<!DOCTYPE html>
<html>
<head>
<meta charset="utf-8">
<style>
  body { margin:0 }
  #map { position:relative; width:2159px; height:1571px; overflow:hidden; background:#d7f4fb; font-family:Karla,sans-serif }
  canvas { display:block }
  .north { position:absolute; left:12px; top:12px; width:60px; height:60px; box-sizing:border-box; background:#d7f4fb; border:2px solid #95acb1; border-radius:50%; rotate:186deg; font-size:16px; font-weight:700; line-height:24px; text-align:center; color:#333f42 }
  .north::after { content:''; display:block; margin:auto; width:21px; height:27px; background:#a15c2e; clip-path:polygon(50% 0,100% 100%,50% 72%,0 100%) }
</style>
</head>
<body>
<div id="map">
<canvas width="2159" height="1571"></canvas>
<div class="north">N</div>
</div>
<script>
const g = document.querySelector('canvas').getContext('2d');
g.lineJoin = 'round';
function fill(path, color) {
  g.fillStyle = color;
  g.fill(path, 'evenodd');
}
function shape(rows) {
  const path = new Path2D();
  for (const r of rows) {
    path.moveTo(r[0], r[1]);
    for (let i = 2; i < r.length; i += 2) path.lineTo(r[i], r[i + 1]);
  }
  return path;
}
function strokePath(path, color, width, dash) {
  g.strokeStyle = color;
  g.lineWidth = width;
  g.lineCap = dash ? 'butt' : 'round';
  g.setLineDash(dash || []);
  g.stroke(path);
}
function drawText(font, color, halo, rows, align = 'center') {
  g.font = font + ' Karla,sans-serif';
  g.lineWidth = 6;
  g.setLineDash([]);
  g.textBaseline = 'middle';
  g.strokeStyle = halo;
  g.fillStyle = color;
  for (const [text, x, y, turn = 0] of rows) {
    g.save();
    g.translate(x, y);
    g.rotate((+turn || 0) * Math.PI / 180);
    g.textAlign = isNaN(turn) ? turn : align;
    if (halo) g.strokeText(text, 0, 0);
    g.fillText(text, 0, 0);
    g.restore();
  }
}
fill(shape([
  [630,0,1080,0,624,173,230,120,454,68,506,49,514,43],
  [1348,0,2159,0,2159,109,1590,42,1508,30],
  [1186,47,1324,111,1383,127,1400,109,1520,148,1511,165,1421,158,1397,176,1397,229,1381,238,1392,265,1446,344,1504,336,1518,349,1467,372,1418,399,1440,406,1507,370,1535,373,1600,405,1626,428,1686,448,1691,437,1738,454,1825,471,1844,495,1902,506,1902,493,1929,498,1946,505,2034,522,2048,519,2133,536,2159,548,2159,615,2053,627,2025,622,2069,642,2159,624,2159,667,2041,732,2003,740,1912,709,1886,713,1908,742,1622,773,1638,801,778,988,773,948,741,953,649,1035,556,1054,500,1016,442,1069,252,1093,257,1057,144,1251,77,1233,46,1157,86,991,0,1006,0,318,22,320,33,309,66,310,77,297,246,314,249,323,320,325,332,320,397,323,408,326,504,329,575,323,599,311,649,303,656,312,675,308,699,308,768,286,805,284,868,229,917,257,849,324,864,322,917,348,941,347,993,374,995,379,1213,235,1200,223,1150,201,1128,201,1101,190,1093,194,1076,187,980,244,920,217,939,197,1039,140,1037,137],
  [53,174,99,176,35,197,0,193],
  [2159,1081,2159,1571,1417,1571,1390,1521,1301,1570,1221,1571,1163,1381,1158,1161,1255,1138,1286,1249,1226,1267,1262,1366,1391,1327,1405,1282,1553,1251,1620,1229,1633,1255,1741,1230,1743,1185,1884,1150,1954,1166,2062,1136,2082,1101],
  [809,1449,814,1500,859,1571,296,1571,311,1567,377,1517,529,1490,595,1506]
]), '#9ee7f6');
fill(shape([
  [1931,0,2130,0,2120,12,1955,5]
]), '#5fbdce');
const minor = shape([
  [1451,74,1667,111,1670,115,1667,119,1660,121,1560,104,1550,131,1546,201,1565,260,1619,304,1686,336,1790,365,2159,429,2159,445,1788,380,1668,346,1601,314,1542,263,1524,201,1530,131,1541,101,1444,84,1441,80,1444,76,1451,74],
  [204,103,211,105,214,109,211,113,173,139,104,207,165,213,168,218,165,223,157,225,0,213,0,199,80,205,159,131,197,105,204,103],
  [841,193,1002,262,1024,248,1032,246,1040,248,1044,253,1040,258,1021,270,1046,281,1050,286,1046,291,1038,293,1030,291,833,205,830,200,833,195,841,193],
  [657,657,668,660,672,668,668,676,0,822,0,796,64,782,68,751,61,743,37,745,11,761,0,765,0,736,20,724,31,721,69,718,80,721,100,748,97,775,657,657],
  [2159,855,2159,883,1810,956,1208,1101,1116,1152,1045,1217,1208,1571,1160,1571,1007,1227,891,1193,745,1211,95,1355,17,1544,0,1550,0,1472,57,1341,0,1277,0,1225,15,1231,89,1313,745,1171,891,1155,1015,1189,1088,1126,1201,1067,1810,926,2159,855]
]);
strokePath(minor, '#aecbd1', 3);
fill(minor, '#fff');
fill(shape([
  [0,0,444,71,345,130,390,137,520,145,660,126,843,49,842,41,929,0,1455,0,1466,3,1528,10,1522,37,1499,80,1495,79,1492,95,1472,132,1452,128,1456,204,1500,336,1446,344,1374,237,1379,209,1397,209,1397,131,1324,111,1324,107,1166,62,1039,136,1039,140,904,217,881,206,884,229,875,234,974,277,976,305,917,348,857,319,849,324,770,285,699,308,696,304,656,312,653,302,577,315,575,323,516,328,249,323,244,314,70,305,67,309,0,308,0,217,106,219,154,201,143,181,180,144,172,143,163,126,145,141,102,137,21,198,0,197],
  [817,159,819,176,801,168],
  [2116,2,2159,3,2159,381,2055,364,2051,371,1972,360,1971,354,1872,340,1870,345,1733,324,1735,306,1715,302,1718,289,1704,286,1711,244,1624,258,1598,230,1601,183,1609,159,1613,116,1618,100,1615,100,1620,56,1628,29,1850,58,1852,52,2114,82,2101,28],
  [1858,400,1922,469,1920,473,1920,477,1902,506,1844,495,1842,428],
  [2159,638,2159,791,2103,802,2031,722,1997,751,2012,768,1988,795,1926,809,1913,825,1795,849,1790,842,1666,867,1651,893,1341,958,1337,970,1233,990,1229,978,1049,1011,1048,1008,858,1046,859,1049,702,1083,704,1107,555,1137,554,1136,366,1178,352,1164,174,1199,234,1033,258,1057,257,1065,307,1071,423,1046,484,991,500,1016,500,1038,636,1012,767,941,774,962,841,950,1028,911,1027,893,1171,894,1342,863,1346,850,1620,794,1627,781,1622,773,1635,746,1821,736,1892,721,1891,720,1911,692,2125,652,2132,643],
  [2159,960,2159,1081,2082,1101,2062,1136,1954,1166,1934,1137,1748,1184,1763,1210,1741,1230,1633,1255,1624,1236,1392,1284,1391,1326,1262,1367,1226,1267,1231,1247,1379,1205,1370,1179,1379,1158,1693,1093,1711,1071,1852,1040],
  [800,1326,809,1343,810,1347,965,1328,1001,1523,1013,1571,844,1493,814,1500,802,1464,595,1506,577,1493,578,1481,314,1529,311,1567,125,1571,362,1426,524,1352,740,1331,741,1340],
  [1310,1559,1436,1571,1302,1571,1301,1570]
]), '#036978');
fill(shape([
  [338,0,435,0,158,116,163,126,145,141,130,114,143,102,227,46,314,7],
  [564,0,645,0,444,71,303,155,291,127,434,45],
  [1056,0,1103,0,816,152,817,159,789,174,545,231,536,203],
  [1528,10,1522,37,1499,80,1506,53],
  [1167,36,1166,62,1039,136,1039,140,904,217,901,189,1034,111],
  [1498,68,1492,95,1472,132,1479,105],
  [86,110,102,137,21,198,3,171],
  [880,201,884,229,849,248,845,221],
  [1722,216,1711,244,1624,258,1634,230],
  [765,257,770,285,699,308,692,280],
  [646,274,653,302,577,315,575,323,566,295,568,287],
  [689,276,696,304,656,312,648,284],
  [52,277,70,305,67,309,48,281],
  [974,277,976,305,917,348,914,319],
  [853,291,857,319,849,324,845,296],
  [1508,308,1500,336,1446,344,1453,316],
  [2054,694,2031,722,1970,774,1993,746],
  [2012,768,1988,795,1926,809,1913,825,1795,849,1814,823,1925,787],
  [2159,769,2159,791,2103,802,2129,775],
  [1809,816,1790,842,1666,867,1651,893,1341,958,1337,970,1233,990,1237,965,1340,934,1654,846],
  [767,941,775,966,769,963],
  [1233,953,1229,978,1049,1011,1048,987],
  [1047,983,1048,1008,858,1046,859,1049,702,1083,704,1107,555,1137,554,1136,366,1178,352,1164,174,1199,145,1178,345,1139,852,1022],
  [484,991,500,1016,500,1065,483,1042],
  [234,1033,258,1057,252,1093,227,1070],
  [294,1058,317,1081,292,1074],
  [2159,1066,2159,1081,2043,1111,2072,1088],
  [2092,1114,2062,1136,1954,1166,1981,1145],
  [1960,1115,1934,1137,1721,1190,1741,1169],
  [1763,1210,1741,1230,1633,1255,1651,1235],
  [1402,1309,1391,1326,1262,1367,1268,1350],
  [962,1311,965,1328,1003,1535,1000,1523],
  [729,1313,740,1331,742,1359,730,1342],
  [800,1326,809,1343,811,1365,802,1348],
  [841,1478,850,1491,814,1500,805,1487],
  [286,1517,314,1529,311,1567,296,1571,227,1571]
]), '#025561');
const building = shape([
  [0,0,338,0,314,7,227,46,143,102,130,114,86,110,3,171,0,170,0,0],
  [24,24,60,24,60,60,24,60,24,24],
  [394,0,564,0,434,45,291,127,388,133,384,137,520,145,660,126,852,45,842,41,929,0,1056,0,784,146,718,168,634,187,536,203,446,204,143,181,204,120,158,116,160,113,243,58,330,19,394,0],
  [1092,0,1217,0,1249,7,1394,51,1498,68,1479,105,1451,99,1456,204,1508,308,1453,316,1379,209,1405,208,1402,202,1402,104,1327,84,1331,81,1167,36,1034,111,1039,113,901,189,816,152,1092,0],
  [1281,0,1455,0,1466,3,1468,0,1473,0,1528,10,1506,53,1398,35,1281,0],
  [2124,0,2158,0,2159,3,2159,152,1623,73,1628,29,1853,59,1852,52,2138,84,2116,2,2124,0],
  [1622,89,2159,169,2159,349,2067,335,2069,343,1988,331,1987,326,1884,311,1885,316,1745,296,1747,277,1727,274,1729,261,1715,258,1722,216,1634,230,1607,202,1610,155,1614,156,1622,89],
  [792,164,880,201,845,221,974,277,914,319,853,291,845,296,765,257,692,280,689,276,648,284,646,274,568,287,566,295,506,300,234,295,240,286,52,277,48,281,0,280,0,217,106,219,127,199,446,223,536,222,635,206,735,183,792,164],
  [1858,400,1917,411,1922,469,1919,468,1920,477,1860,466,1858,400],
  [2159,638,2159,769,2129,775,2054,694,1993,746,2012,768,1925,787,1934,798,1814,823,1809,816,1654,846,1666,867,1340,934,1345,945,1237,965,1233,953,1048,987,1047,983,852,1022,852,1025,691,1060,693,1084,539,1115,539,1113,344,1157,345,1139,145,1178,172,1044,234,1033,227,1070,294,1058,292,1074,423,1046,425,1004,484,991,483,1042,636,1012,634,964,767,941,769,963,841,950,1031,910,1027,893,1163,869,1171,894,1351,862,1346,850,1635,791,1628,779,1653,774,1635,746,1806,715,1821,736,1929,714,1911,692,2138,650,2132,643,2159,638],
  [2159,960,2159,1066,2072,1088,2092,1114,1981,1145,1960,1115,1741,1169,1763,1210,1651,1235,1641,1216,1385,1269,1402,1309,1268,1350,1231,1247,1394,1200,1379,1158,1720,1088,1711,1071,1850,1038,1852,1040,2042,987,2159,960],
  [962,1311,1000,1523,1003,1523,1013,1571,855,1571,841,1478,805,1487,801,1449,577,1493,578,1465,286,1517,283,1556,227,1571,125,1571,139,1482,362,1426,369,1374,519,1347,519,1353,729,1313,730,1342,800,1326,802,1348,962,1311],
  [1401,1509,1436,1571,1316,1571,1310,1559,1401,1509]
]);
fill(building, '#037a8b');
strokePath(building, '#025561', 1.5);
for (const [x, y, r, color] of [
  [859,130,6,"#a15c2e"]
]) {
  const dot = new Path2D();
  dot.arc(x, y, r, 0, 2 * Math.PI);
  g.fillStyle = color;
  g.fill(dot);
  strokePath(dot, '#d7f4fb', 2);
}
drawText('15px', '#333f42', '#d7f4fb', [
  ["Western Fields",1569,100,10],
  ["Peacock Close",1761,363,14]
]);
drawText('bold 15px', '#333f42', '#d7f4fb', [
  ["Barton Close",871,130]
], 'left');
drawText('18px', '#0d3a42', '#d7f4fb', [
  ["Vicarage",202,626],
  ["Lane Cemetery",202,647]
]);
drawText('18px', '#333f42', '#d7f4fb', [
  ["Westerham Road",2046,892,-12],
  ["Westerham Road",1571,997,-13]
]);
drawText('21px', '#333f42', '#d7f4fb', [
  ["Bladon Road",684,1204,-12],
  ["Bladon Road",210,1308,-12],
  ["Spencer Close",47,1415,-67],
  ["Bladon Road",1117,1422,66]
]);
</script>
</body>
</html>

════════════════════

— What you should do —
Read the entries and select each line where the word "rotate" is found.

— Response to the task —
  .north { position:absolute; left:12px; top:12px; width:60px; height:60px; box-sizing:border-box; background:#d7f4fb; border:2px solid #95acb1; border-radius:50%; rotate:186deg; font-size:16px; font-weight:700; line-height:24px; text-align:center; color:#333f42 }
    g.rotate((+turn || 0) * Math.PI / 180);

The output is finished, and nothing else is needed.